This HuffPost story caught my eye:
Speaker of the House John Boehner (R-Ohio) warned fellow Republicans this week, saying President Barack Obama’s inaugural address had convinced him that the president was undertaking an effort to “annihilate” the GOP.
“Given what we heard yesterday about the president’s vision for his second term, it’s pretty clear to me — should be clear to all of you — that he knows he can’t do any of that as long as the House is controlled by Republicans,” Boehner said during a speech at the Ripon Society on Tuesday. “So we’re expecting over the next 22 months to be the focus of this administration as they attempt to annihilate the Republican Party.”
The story struck me because I had been thinking that the Republican Party was doing a pretty good job of annihilating itself without help from Barack Obama — or anyone else for that matter. Clearly there are deep divisions within the Party among the far right spiritually certain and Tea Party types, the mainline Republicans, the intellectual conservatives (with whom I share many values), the moderates, and the left-leaning Republicans who are open to antithetical points of view (a rare thing these days on both sides of the aisle). There’s even a group of Republicans that has started to pull away from the Party. Given those divisions and the recent failed attempts like those of candidate Romney to please them all, the Party could be said to be on the brink of annihilation.

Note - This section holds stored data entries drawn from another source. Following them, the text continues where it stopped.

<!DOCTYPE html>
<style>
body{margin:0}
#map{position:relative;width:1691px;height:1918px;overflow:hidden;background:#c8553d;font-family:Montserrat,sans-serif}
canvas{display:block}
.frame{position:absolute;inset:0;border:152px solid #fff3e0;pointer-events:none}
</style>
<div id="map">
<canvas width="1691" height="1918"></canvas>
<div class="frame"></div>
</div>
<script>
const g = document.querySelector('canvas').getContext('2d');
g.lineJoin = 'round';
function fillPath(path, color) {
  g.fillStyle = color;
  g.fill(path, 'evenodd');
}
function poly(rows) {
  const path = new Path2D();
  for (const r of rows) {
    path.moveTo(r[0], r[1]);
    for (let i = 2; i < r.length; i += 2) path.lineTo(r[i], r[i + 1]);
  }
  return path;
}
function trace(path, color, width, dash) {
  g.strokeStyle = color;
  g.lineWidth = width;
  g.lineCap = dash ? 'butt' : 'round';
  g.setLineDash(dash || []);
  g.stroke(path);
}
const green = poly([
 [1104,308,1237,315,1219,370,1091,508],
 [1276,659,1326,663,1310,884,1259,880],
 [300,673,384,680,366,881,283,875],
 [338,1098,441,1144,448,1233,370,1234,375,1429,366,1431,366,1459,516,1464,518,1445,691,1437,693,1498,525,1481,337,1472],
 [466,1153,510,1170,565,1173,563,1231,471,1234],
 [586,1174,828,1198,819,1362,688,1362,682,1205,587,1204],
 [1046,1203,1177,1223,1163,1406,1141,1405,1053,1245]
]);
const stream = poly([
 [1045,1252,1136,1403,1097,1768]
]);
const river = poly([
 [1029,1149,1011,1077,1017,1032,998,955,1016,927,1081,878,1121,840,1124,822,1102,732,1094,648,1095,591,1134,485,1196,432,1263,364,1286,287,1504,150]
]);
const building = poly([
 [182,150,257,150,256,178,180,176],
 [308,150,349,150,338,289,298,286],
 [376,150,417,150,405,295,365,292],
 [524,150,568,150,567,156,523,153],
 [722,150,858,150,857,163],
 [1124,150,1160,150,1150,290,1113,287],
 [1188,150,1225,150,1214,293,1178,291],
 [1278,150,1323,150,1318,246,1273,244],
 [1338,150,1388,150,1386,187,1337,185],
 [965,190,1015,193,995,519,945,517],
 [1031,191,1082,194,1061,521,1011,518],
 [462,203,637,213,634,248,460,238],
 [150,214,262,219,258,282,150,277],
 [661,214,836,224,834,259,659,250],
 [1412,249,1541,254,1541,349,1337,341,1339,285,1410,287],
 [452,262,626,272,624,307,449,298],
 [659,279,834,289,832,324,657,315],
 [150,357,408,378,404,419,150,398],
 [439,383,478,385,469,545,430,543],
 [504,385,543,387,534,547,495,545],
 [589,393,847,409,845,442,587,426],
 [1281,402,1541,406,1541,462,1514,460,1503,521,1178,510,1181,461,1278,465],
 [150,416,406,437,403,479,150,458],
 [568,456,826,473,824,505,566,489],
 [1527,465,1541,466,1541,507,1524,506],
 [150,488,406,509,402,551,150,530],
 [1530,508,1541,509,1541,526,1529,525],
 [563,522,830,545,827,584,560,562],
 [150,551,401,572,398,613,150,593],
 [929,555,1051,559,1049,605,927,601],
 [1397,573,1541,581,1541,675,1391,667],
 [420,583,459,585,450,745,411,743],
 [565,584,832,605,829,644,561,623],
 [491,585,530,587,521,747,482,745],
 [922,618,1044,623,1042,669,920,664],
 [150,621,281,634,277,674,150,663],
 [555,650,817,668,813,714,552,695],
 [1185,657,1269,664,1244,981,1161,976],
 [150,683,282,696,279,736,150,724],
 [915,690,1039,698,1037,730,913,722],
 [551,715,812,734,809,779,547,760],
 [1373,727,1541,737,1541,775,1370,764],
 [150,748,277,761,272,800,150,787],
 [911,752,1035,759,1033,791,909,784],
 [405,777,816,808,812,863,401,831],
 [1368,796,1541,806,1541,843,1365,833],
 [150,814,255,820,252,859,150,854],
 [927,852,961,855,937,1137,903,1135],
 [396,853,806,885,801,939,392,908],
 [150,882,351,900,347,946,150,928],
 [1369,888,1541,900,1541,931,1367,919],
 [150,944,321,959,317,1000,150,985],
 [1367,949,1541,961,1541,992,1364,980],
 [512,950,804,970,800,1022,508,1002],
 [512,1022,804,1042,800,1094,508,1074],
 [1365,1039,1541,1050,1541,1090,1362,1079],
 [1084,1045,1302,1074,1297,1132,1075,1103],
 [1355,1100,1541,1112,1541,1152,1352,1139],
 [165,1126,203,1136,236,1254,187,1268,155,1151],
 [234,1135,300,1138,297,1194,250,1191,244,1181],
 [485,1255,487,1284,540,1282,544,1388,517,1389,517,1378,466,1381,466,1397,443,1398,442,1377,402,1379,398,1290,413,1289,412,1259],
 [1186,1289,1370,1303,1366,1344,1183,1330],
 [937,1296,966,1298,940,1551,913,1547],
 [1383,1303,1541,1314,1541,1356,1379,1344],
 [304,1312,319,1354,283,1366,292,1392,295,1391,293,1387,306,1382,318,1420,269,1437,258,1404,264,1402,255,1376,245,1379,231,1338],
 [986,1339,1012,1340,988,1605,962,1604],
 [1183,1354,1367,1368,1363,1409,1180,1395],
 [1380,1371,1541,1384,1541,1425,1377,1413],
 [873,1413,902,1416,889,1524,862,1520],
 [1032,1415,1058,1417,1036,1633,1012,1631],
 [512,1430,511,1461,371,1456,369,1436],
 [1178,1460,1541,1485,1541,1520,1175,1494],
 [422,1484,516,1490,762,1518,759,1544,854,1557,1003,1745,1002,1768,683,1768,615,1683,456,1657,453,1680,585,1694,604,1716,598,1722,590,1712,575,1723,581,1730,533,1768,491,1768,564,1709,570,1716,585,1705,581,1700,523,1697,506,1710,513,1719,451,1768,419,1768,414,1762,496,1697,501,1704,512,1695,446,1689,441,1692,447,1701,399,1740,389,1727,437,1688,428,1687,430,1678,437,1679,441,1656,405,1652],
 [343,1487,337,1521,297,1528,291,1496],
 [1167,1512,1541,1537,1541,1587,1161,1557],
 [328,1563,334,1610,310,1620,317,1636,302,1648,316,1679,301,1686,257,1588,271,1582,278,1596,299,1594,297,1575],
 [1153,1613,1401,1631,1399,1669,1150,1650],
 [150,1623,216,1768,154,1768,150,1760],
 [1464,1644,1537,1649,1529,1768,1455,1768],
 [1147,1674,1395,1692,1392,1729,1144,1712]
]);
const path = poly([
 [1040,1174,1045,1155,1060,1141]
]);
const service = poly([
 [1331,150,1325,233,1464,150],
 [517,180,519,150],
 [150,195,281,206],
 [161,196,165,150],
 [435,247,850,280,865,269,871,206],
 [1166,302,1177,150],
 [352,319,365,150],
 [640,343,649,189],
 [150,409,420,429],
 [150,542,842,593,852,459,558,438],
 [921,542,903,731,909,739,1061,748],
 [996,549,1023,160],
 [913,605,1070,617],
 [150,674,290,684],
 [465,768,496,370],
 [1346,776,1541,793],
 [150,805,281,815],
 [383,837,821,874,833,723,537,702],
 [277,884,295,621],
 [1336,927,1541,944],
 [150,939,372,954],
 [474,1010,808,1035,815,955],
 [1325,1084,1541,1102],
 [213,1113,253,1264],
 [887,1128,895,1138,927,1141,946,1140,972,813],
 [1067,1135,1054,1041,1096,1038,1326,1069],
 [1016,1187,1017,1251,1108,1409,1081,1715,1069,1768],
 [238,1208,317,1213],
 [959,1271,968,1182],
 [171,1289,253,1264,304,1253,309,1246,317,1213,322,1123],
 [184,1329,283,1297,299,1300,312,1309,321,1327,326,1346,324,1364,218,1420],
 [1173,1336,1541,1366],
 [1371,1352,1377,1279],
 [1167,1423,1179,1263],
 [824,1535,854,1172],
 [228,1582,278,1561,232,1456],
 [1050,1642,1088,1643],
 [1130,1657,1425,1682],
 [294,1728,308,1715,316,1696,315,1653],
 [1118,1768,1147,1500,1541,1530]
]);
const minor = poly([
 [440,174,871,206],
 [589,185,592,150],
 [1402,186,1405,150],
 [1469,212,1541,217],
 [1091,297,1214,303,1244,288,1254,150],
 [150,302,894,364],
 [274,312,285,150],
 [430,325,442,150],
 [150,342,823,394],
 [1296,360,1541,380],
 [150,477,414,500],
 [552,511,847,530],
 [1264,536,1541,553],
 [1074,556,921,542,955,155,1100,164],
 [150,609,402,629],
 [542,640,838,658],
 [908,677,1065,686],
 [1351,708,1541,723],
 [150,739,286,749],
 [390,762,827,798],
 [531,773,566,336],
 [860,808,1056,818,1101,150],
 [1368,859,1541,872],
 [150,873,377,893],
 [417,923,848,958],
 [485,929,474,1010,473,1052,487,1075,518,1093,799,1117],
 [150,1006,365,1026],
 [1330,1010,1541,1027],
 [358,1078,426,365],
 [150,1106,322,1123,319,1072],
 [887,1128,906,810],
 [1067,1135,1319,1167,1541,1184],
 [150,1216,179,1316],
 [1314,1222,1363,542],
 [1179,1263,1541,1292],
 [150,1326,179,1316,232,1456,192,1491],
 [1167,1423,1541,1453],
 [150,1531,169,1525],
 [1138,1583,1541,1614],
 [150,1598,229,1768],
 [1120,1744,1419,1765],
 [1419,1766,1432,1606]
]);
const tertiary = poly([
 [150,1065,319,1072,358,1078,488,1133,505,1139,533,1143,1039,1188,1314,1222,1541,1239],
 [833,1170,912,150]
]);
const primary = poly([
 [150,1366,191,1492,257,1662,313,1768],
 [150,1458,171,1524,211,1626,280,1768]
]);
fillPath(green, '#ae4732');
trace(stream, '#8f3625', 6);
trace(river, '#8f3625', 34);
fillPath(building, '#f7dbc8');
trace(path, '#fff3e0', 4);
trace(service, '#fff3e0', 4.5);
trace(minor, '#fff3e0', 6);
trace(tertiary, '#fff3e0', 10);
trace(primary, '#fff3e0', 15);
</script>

It is true that Barack Obama has said publicly that he will no longer be “Mister Nice-Guy.” He spent four years trying to reconcile conflicting points of view and play the compromise game — playing it a bit too enthusiastically for my blood. It didn’t work. Now he says he will take off the gloves and get serious. We shall see. It could get interesting.
Consider the fact that a recent report indicates that when Barack Obama was elected to his first term a group of Republican politicians (and their sponsors, I dare say) met in Washington and swore to oppose anything the President attempted to do. For the most part the strategy worked, though the Affordable Health Care Act slipped through the cracks. But the sort of opposition that denies the possibility of compromise a priori makes it impossible for anything to get done — as we have seen first-hand. This last Congress was the least productive on record and the newer version will continue to be unproductive until or unless those who are elected to public office recall that their ultimate responsibility is to further the common good — not special interests or their political party.
But that may never happen. In the meantime, the Republican Party will continue to overwhelm us with its many divisions within its own house and its leaders like John Boehner will continue to point in the wrong direction in his effort to determine the cause.